I set boundaries for what parts of me I share. Still, sharing my opinions and thoughts and really, my truest self, feels humiliating. I treat the internet like a massive world stage and I feel like I’m performing but I forgot my pants. I worry constantly what people think, if I’m too honest and they’ll think I’m crazy.
I am conflicted because I have never enjoyed writing more or been prouder of what I’ve written, but the second it’s published I’m so vulnerable it makes me sick and ashamed. This anxiety has crept into my life to the point where posting a cute picture of my cat on social media frightens me.
Even though I’ve found my voice, the humiliation is overwhelming. I have such a desire to be seen and heard, yet also such fear of being seen and heard. I write about breakup songs I like and things like that, and yet I feel like an exhibitionist! Like my writing will be used against me. Like the whole world wants me to fail.
Sometimes I want to fail, so that I can live a life of agoraphobic anonymity. I feel like I’m running out of time. I know I’m not, but the awareness doesn’t make me feel better. The anxiety of succeeding is as painful as the anxiety of doing what I need to do to succeed. Which is write.

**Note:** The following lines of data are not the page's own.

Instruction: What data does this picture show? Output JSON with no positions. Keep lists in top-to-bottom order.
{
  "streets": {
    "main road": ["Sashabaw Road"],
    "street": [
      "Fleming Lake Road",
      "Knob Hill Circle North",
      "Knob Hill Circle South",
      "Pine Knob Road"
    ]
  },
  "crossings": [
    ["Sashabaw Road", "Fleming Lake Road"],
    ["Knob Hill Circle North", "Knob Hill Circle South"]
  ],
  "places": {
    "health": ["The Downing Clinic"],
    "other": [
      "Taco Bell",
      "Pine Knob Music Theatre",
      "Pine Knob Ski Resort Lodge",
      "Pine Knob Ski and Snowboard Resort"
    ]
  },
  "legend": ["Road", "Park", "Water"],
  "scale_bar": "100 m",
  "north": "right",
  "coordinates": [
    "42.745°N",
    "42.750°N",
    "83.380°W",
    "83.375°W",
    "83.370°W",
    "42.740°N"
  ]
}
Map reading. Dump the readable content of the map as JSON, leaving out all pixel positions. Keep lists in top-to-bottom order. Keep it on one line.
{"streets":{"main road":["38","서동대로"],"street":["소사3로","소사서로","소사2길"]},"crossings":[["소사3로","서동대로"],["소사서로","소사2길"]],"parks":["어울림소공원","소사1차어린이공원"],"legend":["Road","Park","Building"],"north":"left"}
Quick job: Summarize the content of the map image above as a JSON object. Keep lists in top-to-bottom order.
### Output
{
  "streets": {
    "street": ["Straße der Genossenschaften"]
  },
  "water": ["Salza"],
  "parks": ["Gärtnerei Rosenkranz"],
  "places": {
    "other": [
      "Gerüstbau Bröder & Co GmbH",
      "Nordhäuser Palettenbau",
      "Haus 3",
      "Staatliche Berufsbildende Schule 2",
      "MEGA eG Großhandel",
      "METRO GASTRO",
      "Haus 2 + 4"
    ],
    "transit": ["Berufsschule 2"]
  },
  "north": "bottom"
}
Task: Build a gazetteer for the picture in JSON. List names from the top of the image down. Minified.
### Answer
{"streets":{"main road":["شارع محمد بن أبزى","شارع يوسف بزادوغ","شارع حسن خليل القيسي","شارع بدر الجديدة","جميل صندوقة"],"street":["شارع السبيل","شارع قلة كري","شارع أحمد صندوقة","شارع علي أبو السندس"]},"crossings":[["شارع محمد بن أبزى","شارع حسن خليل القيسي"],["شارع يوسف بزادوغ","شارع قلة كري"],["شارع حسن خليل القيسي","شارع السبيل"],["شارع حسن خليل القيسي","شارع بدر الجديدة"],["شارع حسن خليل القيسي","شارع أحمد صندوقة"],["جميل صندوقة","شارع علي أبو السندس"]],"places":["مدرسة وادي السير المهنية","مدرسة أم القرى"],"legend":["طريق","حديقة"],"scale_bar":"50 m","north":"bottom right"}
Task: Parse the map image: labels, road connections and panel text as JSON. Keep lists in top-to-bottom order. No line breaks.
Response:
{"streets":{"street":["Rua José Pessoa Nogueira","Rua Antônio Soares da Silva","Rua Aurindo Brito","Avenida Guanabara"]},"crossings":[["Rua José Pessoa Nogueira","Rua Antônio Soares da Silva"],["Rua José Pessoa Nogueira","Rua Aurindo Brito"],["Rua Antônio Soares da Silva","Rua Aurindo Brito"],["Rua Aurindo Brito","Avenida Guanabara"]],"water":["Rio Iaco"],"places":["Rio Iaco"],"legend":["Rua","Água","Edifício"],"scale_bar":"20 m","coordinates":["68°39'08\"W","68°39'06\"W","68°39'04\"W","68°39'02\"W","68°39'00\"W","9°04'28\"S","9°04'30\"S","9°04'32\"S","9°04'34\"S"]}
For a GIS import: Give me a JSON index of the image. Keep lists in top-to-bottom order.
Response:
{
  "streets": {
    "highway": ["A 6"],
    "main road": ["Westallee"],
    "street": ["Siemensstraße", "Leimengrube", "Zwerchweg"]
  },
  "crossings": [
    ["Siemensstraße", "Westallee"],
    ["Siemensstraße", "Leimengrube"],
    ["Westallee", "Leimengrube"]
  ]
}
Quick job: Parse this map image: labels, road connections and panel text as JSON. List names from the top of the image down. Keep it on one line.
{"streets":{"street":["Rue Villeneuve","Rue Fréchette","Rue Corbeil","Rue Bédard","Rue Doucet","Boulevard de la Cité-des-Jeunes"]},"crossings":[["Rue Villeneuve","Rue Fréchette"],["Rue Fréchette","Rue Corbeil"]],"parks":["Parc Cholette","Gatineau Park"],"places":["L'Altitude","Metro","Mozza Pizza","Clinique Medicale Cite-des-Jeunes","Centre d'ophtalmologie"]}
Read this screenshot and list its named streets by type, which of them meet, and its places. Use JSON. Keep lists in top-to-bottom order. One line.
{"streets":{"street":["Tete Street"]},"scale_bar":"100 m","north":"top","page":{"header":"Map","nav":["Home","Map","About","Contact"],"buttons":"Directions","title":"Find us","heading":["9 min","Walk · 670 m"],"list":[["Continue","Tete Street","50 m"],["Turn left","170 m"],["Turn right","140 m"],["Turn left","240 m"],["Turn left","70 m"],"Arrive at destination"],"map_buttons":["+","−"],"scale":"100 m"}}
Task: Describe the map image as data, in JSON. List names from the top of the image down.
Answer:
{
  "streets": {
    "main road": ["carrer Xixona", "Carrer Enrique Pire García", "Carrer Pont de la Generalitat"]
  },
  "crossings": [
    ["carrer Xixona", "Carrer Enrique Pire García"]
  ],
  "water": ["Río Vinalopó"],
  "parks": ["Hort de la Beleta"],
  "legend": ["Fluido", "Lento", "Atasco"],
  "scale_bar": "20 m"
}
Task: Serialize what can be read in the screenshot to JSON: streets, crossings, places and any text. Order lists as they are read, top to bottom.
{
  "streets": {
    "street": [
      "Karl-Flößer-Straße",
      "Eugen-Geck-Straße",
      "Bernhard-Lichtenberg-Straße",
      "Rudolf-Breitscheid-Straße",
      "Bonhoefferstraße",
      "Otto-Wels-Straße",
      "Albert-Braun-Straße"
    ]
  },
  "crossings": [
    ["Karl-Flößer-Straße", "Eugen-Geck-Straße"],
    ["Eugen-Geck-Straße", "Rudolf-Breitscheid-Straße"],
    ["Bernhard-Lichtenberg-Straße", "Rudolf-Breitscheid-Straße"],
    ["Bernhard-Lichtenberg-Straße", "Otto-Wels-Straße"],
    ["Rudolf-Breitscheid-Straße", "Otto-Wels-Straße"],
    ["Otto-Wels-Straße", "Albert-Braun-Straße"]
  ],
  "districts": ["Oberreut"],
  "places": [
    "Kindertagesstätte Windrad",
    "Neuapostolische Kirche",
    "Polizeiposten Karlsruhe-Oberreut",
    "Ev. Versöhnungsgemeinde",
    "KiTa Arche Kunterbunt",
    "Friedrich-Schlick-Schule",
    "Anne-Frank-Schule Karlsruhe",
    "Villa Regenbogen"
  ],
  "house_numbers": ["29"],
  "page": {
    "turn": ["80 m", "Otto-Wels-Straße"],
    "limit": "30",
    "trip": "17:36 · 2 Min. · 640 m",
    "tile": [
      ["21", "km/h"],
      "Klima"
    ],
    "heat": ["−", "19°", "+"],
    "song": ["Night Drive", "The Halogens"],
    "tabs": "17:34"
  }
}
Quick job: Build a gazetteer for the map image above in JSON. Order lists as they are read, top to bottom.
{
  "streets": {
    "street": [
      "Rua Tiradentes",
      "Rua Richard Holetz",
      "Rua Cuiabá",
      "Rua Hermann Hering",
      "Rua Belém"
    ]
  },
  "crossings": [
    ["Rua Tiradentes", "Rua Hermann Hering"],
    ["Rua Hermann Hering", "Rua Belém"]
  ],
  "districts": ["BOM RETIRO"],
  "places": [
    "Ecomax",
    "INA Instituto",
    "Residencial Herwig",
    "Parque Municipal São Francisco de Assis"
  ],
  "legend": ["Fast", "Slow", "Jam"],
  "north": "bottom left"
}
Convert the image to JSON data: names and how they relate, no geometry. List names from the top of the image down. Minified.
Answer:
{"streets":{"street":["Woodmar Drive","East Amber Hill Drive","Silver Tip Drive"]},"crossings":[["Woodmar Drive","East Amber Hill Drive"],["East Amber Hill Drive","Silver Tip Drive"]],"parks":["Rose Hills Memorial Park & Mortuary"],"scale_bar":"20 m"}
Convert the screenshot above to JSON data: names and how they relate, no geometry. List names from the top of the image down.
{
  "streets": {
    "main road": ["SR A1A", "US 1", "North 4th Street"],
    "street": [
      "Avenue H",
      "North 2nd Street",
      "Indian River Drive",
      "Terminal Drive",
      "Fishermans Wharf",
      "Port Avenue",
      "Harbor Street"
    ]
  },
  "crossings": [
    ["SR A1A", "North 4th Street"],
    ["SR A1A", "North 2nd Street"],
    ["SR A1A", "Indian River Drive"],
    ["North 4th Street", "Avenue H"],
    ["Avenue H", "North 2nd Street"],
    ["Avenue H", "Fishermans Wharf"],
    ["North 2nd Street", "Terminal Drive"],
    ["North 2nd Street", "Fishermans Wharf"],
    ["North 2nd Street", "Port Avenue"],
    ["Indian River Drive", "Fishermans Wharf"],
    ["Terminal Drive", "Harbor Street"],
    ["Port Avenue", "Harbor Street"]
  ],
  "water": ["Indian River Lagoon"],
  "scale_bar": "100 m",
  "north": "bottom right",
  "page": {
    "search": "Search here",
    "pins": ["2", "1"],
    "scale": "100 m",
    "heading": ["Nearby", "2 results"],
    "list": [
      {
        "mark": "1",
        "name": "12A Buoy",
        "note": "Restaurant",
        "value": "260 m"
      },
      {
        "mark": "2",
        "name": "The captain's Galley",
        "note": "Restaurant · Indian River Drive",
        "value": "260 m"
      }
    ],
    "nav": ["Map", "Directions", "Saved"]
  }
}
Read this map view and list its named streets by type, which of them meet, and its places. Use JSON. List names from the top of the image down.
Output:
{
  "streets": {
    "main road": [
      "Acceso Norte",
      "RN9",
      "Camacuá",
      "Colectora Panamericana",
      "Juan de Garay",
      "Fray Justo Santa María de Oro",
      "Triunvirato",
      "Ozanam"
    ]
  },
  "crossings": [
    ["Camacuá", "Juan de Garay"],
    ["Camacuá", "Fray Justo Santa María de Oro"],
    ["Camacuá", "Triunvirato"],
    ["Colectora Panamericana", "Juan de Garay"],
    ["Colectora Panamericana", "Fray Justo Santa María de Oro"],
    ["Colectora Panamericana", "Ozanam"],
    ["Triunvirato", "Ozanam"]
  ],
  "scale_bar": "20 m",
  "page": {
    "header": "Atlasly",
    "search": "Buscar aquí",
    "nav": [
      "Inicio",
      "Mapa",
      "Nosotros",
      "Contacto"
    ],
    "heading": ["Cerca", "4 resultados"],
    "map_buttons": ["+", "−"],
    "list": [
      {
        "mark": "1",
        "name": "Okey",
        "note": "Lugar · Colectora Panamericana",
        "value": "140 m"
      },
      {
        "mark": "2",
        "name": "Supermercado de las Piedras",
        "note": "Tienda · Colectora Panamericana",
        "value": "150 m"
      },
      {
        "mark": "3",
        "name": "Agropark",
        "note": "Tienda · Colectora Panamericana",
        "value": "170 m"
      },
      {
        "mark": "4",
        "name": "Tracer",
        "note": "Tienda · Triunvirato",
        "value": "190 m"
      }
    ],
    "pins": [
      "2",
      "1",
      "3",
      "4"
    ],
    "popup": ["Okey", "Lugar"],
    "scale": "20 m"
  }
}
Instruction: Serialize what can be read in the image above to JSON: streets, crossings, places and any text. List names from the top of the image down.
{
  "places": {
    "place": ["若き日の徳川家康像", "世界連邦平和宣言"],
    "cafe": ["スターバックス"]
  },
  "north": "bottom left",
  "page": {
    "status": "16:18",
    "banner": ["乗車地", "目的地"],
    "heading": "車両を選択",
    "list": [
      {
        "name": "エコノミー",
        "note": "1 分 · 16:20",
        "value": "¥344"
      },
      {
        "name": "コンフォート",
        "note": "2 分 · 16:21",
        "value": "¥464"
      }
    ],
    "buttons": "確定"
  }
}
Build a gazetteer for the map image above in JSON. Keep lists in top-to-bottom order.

Am I doomed to feel embarrassed of myself forever, or do writers overcome self-doubt? Do writers enjoy being vulnerable, or is shame part of the job?
Humiliated By My Own Words
Dear HBMOW,
Do writers overcome self-doubt? Are you asking because I seem sort of insecure? Did you read my memoir or something? You know that was ten years ago and I’m a lot more mature now, right?
Yeah. So, uh. Writers never overcome their self-doubt.
But here’s the catch: No one does. Writers are just forced to reckon with their self-doubt repeatedly. That’s not just a hazard of the trade — a side effect of foisting your fears and desires on the general populace and hoping you aren’t seen as pathetic or irritating or disgusting as a result. IT’S THE REASON WRITERS WRITE IN THE FIRST PLACE.
Writers are people who want to explain things. More specifically, personal essayists are often driven to explain their conflicted desires because they want other people to understand them, and also because they want to understand their own ambivalence, and also because they want to stop feeling guilty just for being human.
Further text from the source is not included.